TASK STATEMENT
The records below are to be restated word for word, with every picture left out.

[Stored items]
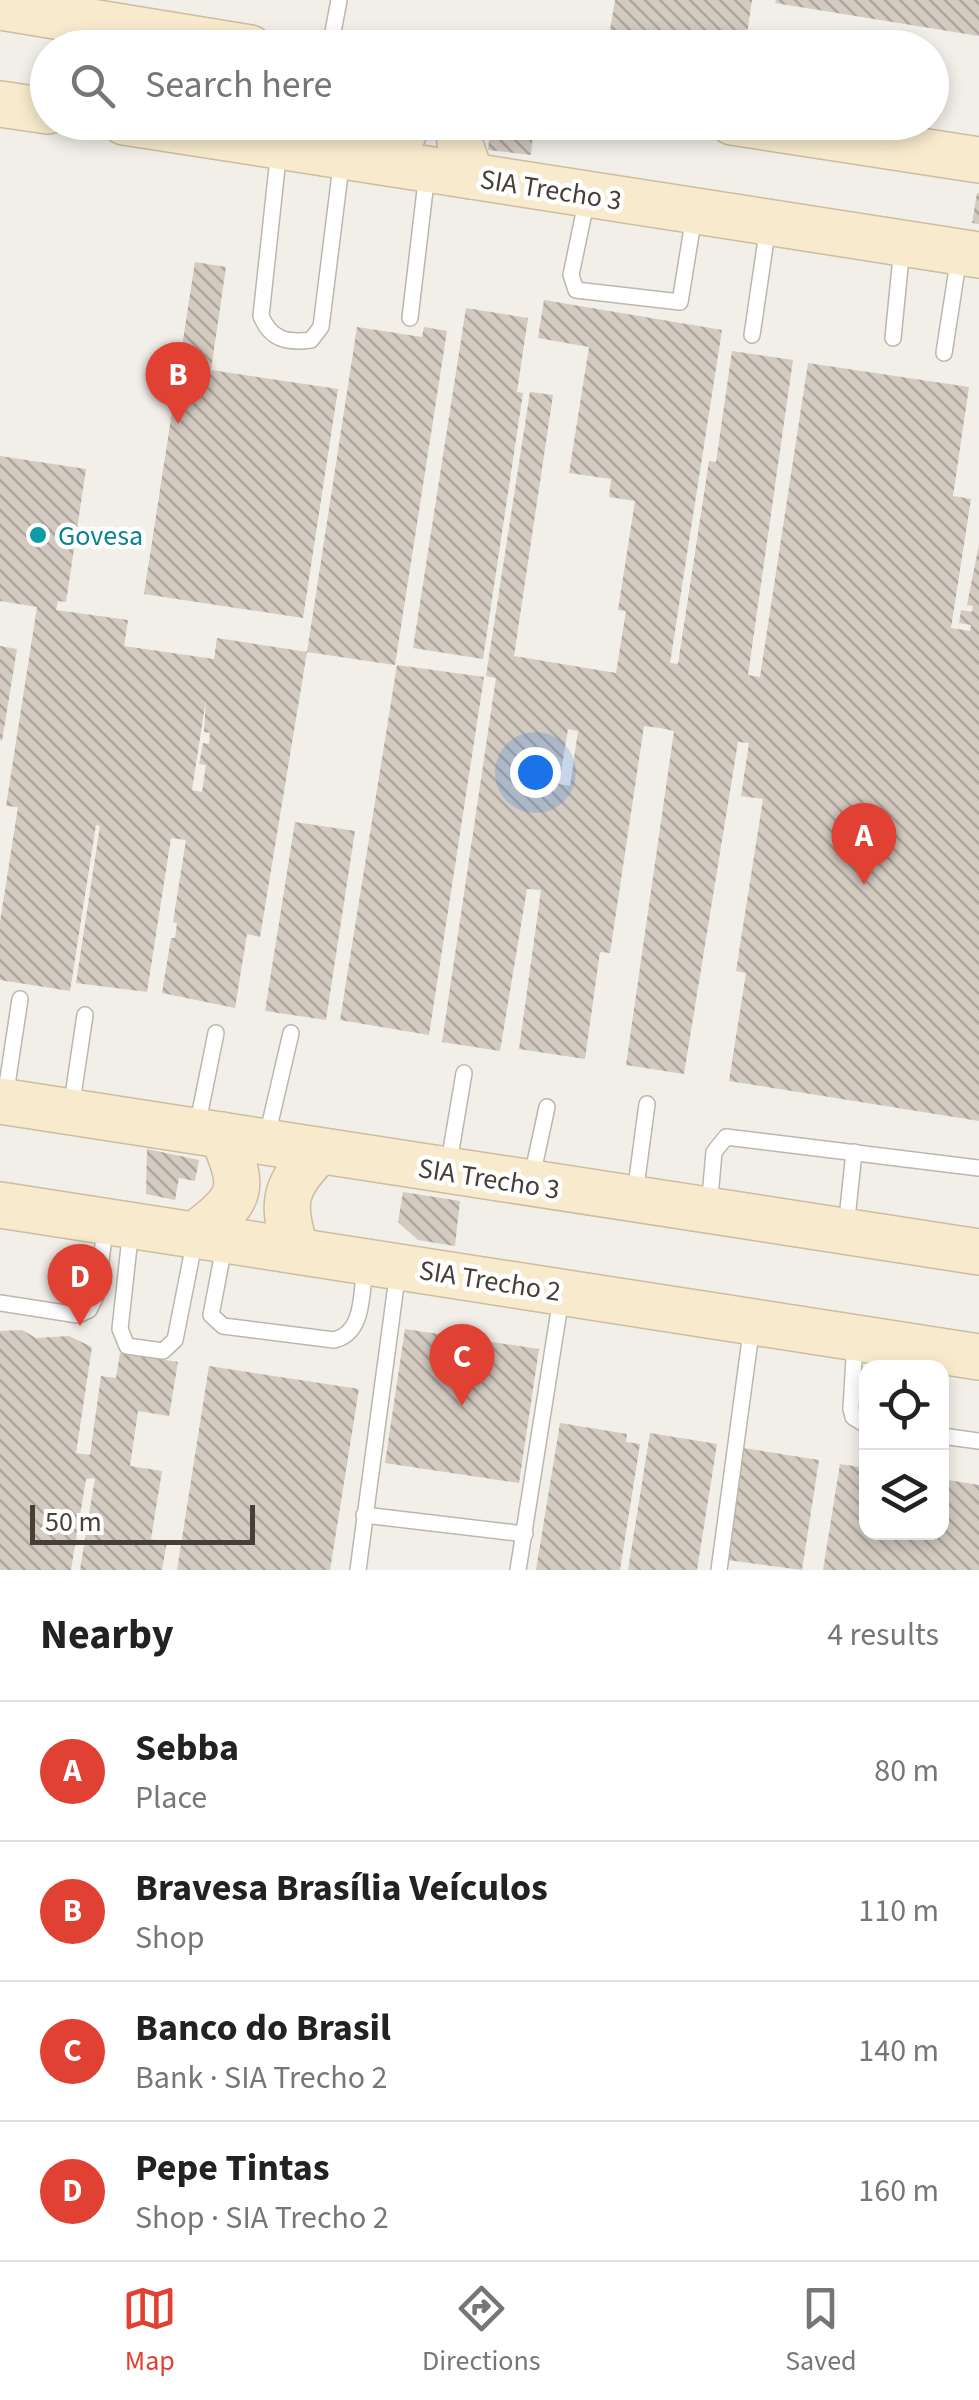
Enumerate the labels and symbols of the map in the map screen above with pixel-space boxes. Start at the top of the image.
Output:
street label: SIA Trecho 3 [477,159,625,221]
pin: B [146,342,210,424]
place label: Govesa [58,516,143,556]
marker: Govesa [27,524,49,546]
your location [510,747,561,798]
pin: A [832,802,896,885]
street label: SIA Trecho 3 [415,1148,563,1210]
pin: D [48,1244,112,1326]
street label: SIA Trecho 2 [416,1250,564,1312]
pin: C [430,1324,494,1406]
scale bar [30,1500,255,1544]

ANSWER SPACE
Enumerate the labels and symbols of the map in the map screen above with pixel-space boxes. Start at the top of the image.
Output:
street label: SIA Trecho 3 [477,159,625,221]
pin: B [146,342,210,424]
place label: Govesa [58,516,143,556]
marker: Govesa [27,524,49,546]
your location [510,747,561,798]
pin: A [832,802,896,885]
street label: SIA Trecho 3 [415,1148,563,1210]
pin: D [48,1244,112,1326]
street label: SIA Trecho 2 [416,1250,564,1312]
pin: C [430,1324,494,1406]
scale bar [30,1500,255,1544]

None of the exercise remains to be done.